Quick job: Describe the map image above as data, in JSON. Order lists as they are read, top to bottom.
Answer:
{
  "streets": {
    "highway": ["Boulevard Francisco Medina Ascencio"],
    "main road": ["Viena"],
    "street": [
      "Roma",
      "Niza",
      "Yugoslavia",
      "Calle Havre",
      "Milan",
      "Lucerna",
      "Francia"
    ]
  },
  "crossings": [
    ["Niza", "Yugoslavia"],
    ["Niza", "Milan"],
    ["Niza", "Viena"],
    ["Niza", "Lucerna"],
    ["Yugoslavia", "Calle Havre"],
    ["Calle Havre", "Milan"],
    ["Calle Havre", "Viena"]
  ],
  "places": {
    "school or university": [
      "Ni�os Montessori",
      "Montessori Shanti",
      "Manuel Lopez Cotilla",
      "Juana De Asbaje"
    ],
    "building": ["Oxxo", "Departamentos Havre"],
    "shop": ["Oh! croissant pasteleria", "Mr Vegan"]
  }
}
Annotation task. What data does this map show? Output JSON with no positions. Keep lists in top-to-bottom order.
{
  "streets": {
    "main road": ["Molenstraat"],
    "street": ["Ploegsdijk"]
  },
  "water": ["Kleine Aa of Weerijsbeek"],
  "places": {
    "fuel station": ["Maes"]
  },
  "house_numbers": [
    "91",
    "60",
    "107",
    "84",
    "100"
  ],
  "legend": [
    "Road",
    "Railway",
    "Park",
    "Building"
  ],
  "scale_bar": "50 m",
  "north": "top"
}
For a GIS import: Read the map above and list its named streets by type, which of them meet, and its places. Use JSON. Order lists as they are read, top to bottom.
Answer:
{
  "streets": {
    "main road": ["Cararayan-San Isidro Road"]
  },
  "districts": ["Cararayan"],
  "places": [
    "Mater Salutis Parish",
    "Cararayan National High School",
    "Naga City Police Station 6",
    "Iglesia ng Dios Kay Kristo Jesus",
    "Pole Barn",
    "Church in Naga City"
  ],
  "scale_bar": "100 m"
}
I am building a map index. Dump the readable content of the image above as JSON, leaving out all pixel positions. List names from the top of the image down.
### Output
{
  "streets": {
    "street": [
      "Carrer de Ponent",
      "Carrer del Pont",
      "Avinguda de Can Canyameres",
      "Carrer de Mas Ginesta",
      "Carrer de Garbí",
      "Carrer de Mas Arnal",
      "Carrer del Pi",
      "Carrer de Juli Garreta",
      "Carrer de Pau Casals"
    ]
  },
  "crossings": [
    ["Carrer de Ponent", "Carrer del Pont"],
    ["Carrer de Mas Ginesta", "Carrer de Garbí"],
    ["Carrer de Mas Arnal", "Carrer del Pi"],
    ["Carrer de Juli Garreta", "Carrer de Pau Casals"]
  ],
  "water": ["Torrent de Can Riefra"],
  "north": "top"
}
****************************************
Problem statement: Everything in the listing above should be duplicated exactly.

Solution for this problem:
Quick job: Describe the map image above as data, in JSON. Order lists as they are read, top to bottom.
Answer:
{
  "streets": {
    "highway": ["Boulevard Francisco Medina Ascencio"],
    "main road": ["Viena"],
    "street": [
      "Roma",
      "Niza",
      "Yugoslavia",
      "Calle Havre",
      "Milan",
      "Lucerna",
      "Francia"
    ]
  },
  "crossings": [
    ["Niza", "Yugoslavia"],
    ["Niza", "Milan"],
    ["Niza", "Viena"],
    ["Niza", "Lucerna"],
    ["Yugoslavia", "Calle Havre"],
    ["Calle Havre", "Milan"],
    ["Calle Havre", "Viena"]
  ],
  "places": {
    "school or university": [
      "Ni�os Montessori",
      "Montessori Shanti",
      "Manuel Lopez Cotilla",
      "Juana De Asbaje"
    ],
    "building": ["Oxxo", "Departamentos Havre"],
    "shop": ["Oh! croissant pasteleria", "Mr Vegan"]
  }
}
Annotation task. What data does this map show? Output JSON with no positions. Keep lists in top-to-bottom order.
{
  "streets": {
    "main road": ["Molenstraat"],
    "street": ["Ploegsdijk"]
  },
  "water": ["Kleine Aa of Weerijsbeek"],
  "places": {
    "fuel station": ["Maes"]
  },
  "house_numbers": [
    "91",
    "60",
    "107",
    "84",
    "100"
  ],
  "legend": [
    "Road",
    "Railway",
    "Park",
    "Building"
  ],
  "scale_bar": "50 m",
  "north": "top"
}
For a GIS import: Read the map above and list its named streets by type, which of them meet, and its places. Use JSON. Order lists as they are read, top to bottom.
Answer:
{
  "streets": {
    "main road": ["Cararayan-San Isidro Road"]
  },
  "districts": ["Cararayan"],
  "places": [
    "Mater Salutis Parish",
    "Cararayan National High School",
    "Naga City Police Station 6",
    "Iglesia ng Dios Kay Kristo Jesus",
    "Pole Barn",
    "Church in Naga City"
  ],
  "scale_bar": "100 m"
}
I am building a map index. Dump the readable content of the image above as JSON, leaving out all pixel positions. List names from the top of the image down.
### Output
{
  "streets": {
    "street": [
      "Carrer de Ponent",
      "Carrer del Pont",
      "Avinguda de Can Canyameres",
      "Carrer de Mas Ginesta",
      "Carrer de Garbí",
      "Carrer de Mas Arnal",
      "Carrer del Pi",
      "Carrer de Juli Garreta",
      "Carrer de Pau Casals"
    ]
  },
  "crossings": [
    ["Carrer de Ponent", "Carrer del Pont"],
    ["Carrer de Mas Ginesta", "Carrer de Garbí"],
    ["Carrer de Mas Arnal", "Carrer del Pi"],
    ["Carrer de Juli Garreta", "Carrer de Pau Casals"]
  ],
  "water": ["Torrent de Can Riefra"],
  "north": "top"
}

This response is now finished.